Keir Starmer to set out five 'national missions' for the UK in speech

Keir Starmer to set out five ‘national missions’ for the UK in keynote speech… but the Labour leader sidesteps the issue of small boat Channel crossings

  • Keir Starmer will set out five ‘national missions’ at keynote speech in Manchester
  • They are an attempt to challenge the five pledges announced by Rishi Sunak 

Sir Keir Starmer was mocked last night ahead of a speech in which he is expected to try to dodge the issue of small boat Channel crossings.

The Labour leader will set out five ‘national missions’ at a keynote speech in Manchester today in a push to cement the party’s 28-point poll lead.

They are an attempt to challenge the five pledges announced by Rishi Sunak last month and will form the backbone of Labour’s election manifesto. But the broad themes will be the economy, the NHS, crime, climate change and education – with immigration absent.

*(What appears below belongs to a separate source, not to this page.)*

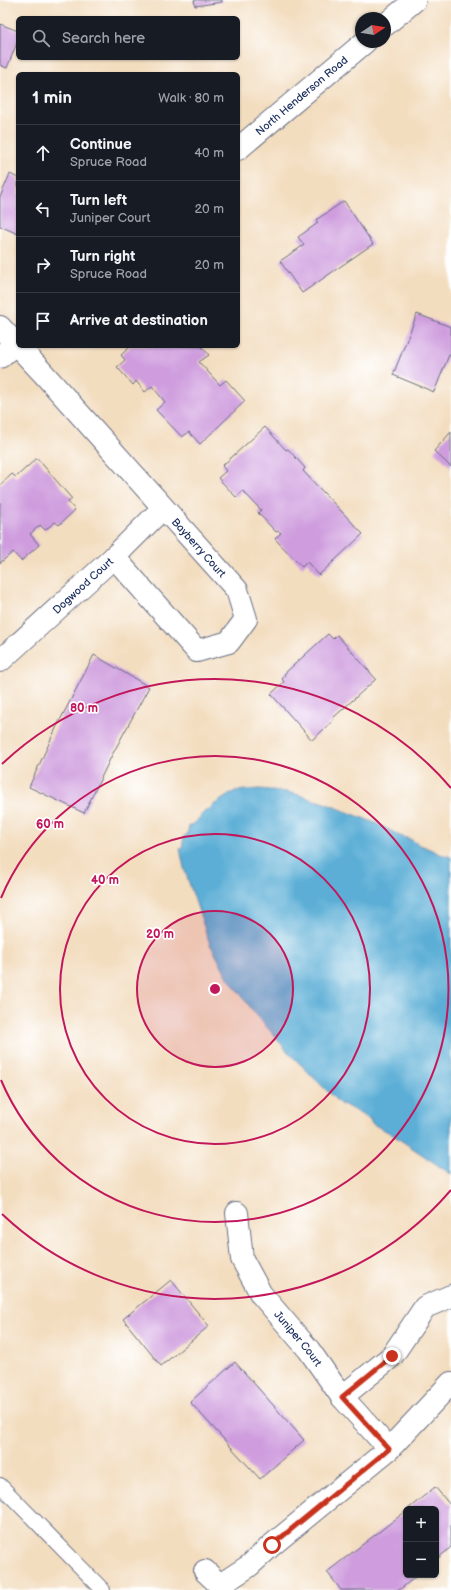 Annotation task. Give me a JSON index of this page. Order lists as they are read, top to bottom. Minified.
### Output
{"streets":{"street":["North Henderson Road","Bayberry Court","Dogwood Court","Juniper Court"]},"crossings":[["Bayberry Court","Dogwood Court"]],"north":"right","page":{"search":"Search here","heading":["1 min","Walk · 80 m"],"list":[["Continue","Spruce Road","40 m"],["Turn left","Juniper Court","20 m"],["Turn right","Spruce Road","20 m"],"Arrive at destination"],"map_buttons":["+","−"]},"rings":["80 m","60 m","40 m","20 m"]}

By contrast, one of Mr Sunak’s five pledges was to ‘stop the boats’, with new laws to ban those using the Channel route from claiming asylum and deport them swiftly.

The issue could become a key battleground in the next general election, expected to be towards the end of next year.

Sir Keir Starmer was mocked last night ahead of a speech in which he is expected to try to dodge the issue of small boat Channel crossings

Yesterday Mr Sunak mocked Sir Keir at Prime Minister’s Questions over the plan. He said: ‘We have heard that tomorrow he’s going to announce five missions.

‘But we already know what they are – it’s uncontrolled immigration, it’s reckless spending, it’s higher debt and it’s softer sentences. And for the fifth pledge, Mr Speaker, it’s that he reserves the right to change his mind on the other four.’

And last night Conservative Party chairman Greg Hands said: ‘Keir Starmer will say anything if the politics suit him. He lacks principles and has no new ideas.’

Sir Keir will only outline his five pledges in his speech this morning before fully launching two of them for May’s local elections, with the remainder staggered in the run-up to the general election.

He will focus on economic growth and is expected to say that the party should be judged against every region of the UK seeing greater prosperity. His five missions will generate ‘a decade of national renewal’ and provide ‘long-term solutions’ to the ‘long-term problems’ facing the country, he will say.

Sir Keir will again accuse the Tory government of only temporarily fixing problems with ‘sticking plaster’ solutions.

Mr Sunak’s five pledges was to ‘stop the boats’, with new laws to ban those using the Channel route from claiming asylum and deport them swiftly

Labour poll lead climbs to 28%

By Chief Political Correspondent 

Labour has surged 28 points ahead of the Tories, according to a poll yesterday.

The YouGov voting intention survey showed the Tories on just 22 per cent of the vote, down two points from two weeks ago.

Labour was on 50 per cent of the vote, an increase of three percentage points. The Lib Dems were on 9 per cent, down one point, the Greens were unchanged on 6 per cent and Reform UK were on 7 per cent, up one point.

Critics said the survey contained many in the 24 to 49-year-old age bracket, who are more likely to vote Labour.

But it followed other polls published in the previous 48 hours that also put Labour well ahead. A Deltapoll survey found Labour had a 22-point lead while a Redfield & Wilton survey put the party on a 27-point lead.